Materials provided:
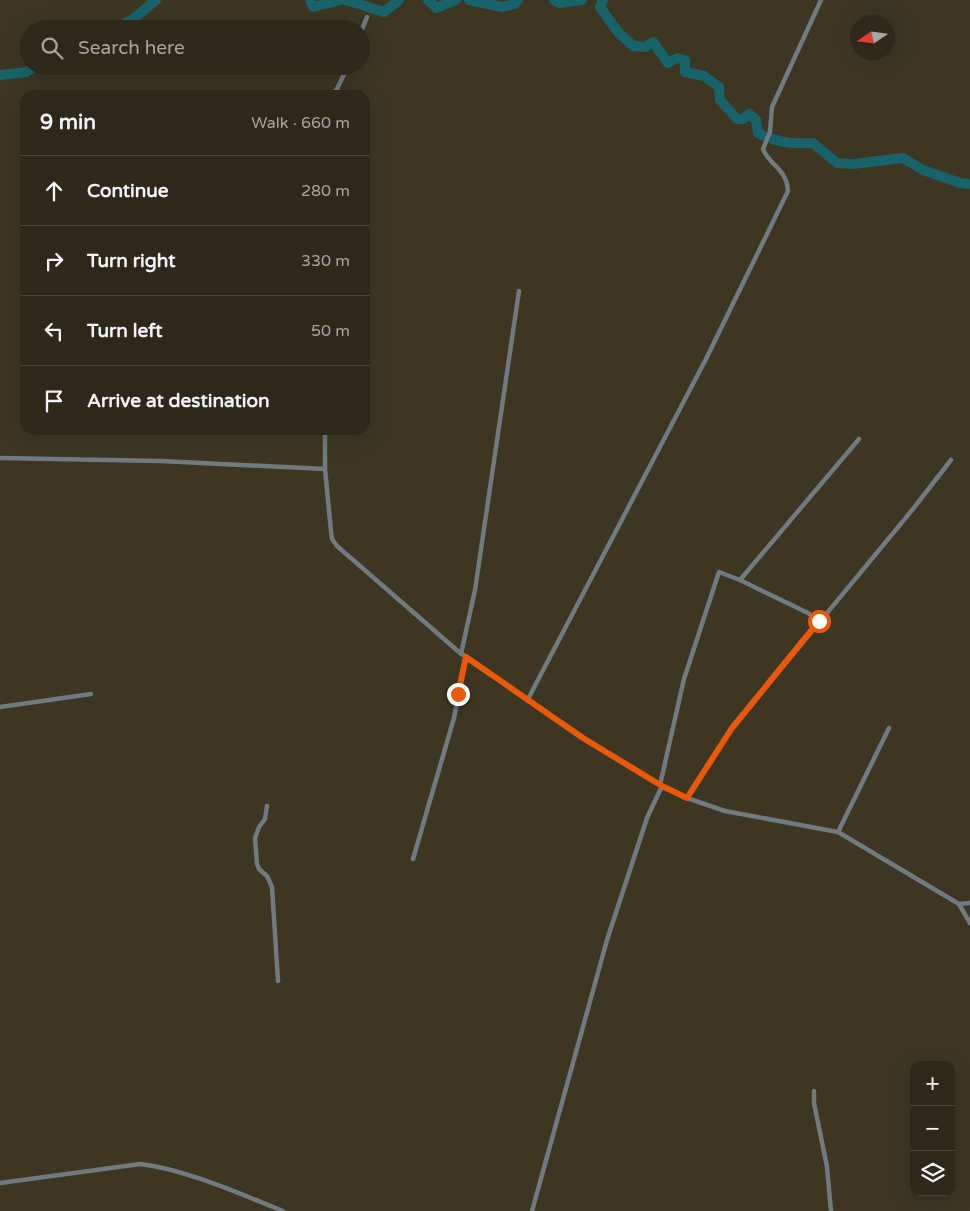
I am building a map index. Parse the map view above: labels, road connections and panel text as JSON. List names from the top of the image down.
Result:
{
  "north": "left",
  "page": {
    "search": "Search here",
    "heading": ["9 min", "Walk · 660 m"],
    "list": [
      ["Continue", "280 m"],
      ["Turn right", "330 m"],
      ["Turn left", "50 m"],
      "Arrive at destination"
    ],
    "map_buttons": ["+", "−"]
  }
}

Work to complete:
What is needed is a verbatim copy of every entry, with the pictures omitted.

Written solution:
I am building a map index. Parse the map view above: labels, road connections and panel text as JSON. List names from the top of the image down.
Result:
{
  "north": "left",
  "page": {
    "search": "Search here",
    "heading": ["9 min", "Walk · 660 m"],
    "list": [
      ["Continue", "280 m"],
      ["Turn right", "330 m"],
      ["Turn left", "50 m"],
      "Arrive at destination"
    ],
    "map_buttons": ["+", "−"]
  }
}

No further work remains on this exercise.